## Assignment
From the line containing "M678 1289 694" down to the line containing "M112 2090 119" in the records below, reproduce every line exactly, ends included, and omit all others.

Collection entries:
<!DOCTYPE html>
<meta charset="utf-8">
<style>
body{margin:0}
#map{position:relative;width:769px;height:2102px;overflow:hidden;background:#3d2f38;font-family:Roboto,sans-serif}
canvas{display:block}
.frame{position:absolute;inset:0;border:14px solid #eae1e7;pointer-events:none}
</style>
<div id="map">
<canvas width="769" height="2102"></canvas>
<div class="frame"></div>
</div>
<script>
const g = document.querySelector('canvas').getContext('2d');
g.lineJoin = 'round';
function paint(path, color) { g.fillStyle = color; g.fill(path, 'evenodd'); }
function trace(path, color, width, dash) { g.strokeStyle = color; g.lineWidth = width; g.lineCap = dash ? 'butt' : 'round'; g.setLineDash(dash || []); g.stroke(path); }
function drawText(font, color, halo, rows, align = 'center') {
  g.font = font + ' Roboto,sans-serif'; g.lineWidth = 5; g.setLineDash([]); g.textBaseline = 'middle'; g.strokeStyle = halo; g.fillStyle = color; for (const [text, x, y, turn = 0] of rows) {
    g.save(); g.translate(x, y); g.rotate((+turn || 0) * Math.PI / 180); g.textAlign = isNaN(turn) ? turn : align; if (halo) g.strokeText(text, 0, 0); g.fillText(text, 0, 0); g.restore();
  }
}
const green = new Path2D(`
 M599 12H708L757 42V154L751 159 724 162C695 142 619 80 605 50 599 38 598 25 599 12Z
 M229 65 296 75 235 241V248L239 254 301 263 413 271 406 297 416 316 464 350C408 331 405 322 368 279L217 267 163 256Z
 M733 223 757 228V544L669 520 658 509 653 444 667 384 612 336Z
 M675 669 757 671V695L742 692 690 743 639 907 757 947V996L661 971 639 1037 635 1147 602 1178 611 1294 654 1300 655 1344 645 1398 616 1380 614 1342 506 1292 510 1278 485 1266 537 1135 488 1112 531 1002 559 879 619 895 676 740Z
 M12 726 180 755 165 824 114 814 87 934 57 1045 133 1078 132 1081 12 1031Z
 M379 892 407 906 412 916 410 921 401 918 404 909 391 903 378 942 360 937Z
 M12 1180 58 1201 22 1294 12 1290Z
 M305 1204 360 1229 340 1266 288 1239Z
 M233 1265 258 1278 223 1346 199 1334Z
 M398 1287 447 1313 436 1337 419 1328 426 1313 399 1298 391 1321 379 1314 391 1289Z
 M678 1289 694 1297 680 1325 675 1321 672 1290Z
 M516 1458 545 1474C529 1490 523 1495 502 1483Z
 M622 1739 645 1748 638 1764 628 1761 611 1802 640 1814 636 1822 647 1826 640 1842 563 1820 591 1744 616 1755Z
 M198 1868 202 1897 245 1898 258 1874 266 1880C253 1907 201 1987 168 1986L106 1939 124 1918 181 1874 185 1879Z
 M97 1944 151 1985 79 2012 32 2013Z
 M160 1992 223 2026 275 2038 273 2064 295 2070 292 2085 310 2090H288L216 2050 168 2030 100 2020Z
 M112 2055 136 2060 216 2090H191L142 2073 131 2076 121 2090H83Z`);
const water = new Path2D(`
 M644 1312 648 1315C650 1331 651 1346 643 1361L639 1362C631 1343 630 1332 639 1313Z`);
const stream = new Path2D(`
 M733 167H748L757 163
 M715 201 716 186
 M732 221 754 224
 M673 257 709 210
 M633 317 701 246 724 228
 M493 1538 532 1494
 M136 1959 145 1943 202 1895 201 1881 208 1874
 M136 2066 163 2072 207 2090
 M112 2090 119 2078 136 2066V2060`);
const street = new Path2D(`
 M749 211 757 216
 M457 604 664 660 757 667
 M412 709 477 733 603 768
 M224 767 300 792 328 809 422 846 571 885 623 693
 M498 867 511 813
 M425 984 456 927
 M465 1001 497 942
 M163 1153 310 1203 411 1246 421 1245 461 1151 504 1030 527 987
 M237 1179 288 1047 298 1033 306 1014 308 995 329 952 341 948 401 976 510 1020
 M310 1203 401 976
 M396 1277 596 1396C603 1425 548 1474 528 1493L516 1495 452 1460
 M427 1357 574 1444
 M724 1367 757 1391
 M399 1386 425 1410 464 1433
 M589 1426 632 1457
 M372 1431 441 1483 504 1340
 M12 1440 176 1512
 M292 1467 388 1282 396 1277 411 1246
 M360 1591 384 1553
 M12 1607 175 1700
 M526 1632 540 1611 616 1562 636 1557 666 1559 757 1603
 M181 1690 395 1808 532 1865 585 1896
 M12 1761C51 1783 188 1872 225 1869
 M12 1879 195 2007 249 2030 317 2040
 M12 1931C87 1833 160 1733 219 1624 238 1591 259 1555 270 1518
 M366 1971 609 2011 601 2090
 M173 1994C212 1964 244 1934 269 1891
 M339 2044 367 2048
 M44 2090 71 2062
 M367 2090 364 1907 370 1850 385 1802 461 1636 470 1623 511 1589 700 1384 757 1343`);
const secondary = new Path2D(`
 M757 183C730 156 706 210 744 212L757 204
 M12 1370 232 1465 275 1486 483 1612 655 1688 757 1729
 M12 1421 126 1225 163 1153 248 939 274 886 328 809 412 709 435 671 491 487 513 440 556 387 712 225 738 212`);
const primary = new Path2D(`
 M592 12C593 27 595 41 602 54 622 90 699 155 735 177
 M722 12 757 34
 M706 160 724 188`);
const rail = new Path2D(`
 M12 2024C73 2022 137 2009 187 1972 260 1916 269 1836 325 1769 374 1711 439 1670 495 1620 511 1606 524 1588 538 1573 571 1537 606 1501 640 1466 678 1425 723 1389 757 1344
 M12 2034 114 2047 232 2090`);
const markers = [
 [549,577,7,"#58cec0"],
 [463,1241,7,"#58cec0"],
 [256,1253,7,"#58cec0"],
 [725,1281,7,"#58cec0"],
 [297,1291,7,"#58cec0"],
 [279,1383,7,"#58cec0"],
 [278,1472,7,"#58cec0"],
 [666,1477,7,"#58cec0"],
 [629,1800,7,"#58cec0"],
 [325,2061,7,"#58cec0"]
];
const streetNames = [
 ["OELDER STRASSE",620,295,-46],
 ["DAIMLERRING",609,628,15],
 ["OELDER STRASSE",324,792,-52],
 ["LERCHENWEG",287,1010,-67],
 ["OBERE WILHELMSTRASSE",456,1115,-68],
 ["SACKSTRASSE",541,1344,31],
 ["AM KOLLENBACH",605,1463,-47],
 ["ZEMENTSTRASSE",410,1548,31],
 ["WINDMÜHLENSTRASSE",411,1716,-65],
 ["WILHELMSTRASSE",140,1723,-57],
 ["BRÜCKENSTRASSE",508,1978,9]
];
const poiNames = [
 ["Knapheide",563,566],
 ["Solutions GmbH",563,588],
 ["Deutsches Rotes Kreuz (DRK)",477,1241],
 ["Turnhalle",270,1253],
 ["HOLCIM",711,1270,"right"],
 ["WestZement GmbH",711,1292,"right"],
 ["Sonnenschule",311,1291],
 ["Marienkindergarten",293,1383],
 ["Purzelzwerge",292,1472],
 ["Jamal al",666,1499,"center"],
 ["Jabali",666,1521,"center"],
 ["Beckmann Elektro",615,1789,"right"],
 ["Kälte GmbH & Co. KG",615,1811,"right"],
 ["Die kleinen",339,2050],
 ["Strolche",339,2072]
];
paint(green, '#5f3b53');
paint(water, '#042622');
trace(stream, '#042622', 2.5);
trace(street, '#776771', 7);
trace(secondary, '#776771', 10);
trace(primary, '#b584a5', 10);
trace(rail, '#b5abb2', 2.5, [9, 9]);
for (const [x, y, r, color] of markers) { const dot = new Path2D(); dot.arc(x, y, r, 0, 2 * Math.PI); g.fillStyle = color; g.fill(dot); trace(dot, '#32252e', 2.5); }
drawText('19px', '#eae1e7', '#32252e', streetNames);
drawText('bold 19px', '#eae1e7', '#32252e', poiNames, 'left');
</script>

## Response box
 M678 1289 694 1297 680 1325 675 1321 672 1290Z
 M516 1458 545 1474C529 1490 523 1495 502 1483Z
 M622 1739 645 1748 638 1764 628 1761 611 1802 640 1814 636 1822 647 1826 640 1842 563 1820 591 1744 616 1755Z
 M198 1868 202 1897 245 1898 258 1874 266 1880C253 1907 201 1987 168 1986L106 1939 124 1918 181 1874 185 1879Z
 M97 1944 151 1985 79 2012 32 2013Z
 M160 1992 223 2026 275 2038 273 2064 295 2070 292 2085 310 2090H288L216 2050 168 2030 100 2020Z
 M112 2055 136 2060 216 2090H191L142 2073 131 2076 121 2090H83Z`);
const water = new Path2D(`
 M644 1312 648 1315C650 1331 651 1346 643 1361L639 1362C631 1343 630 1332 639 1313Z`);
const stream = new Path2D(`
 M733 167H748L757 163
 M715 201 716 186
 M732 221 754 224
 M673 257 709 210
 M633 317 701 246 724 228
 M493 1538 532 1494
 M136 1959 145 1943 202 1895 201 1881 208 1874
 M136 2066 163 2072 207 2090
 M112 2090 119 2078 136 2066V2060`);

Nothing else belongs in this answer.